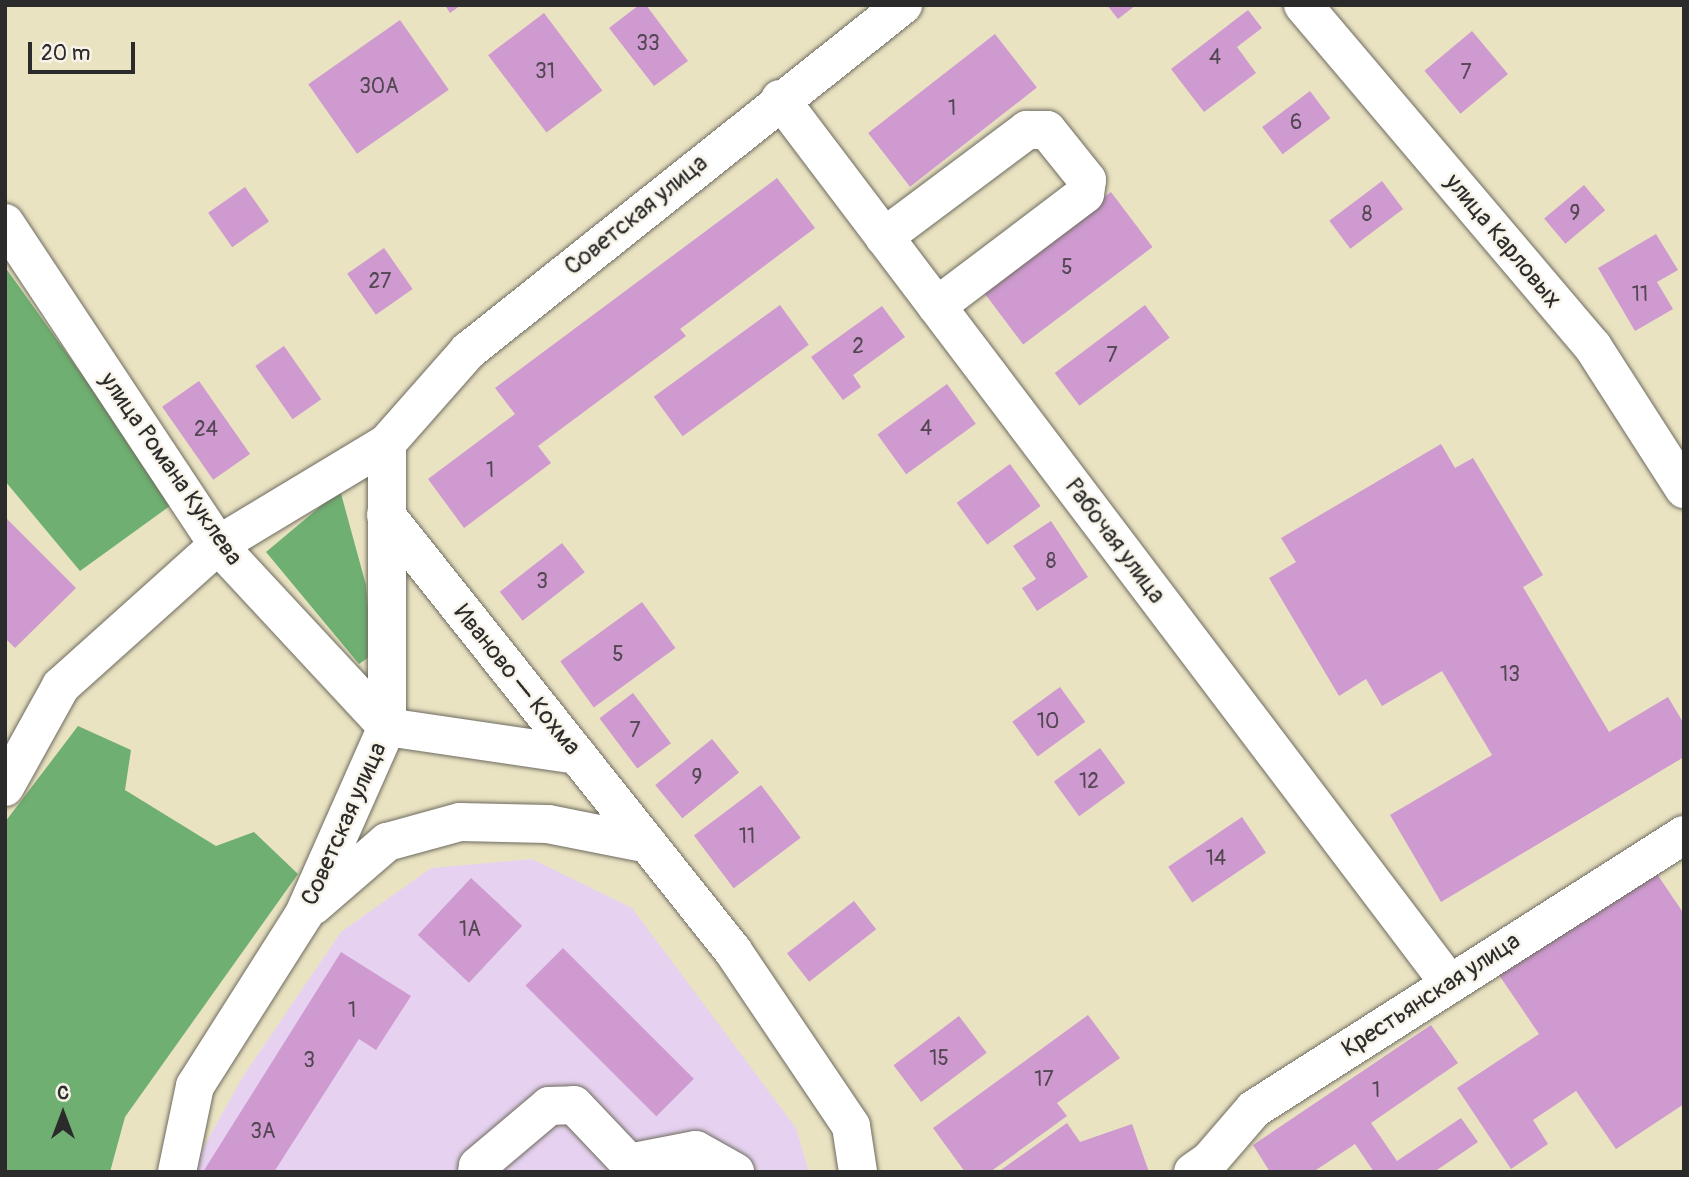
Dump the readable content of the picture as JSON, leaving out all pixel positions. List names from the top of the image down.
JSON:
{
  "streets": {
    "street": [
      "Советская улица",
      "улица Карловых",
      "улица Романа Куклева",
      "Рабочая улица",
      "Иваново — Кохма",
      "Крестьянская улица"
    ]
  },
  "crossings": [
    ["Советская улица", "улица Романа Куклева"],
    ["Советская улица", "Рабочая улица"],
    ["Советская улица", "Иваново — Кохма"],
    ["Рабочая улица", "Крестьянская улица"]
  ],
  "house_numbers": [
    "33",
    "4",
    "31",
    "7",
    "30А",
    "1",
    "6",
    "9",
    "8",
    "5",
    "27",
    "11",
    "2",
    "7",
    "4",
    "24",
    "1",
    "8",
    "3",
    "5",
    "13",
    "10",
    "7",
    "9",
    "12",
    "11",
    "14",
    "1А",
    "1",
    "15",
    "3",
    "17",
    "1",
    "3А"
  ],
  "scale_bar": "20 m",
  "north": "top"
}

■ **YOUR GOAL**
Pictures must be left out when the records are transcribed exactly.

■ **OUTPUT OF THE TASK**
Dump the readable content of the picture as JSON, leaving out all pixel positions. List names from the top of the image down.
JSON:
{
  "streets": {
    "street": [
      "Советская улица",
      "улица Карловых",
      "улица Романа Куклева",
      "Рабочая улица",
      "Иваново — Кохма",
      "Крестьянская улица"
    ]
  },
  "crossings": [
    ["Советская улица", "улица Романа Куклева"],
    ["Советская улица", "Рабочая улица"],
    ["Советская улица", "Иваново — Кохма"],
    ["Рабочая улица", "Крестьянская улица"]
  ],
  "house_numbers": [
    "33",
    "4",
    "31",
    "7",
    "30А",
    "1",
    "6",
    "9",
    "8",
    "5",
    "27",
    "11",
    "2",
    "7",
    "4",
    "24",
    "1",
    "8",
    "3",
    "5",
    "13",
    "10",
    "7",
    "9",
    "12",
    "11",
    "14",
    "1А",
    "1",
    "15",
    "3",
    "17",
    "1",
    "3А"
  ],
  "scale_bar": "20 m",
  "north": "top"
}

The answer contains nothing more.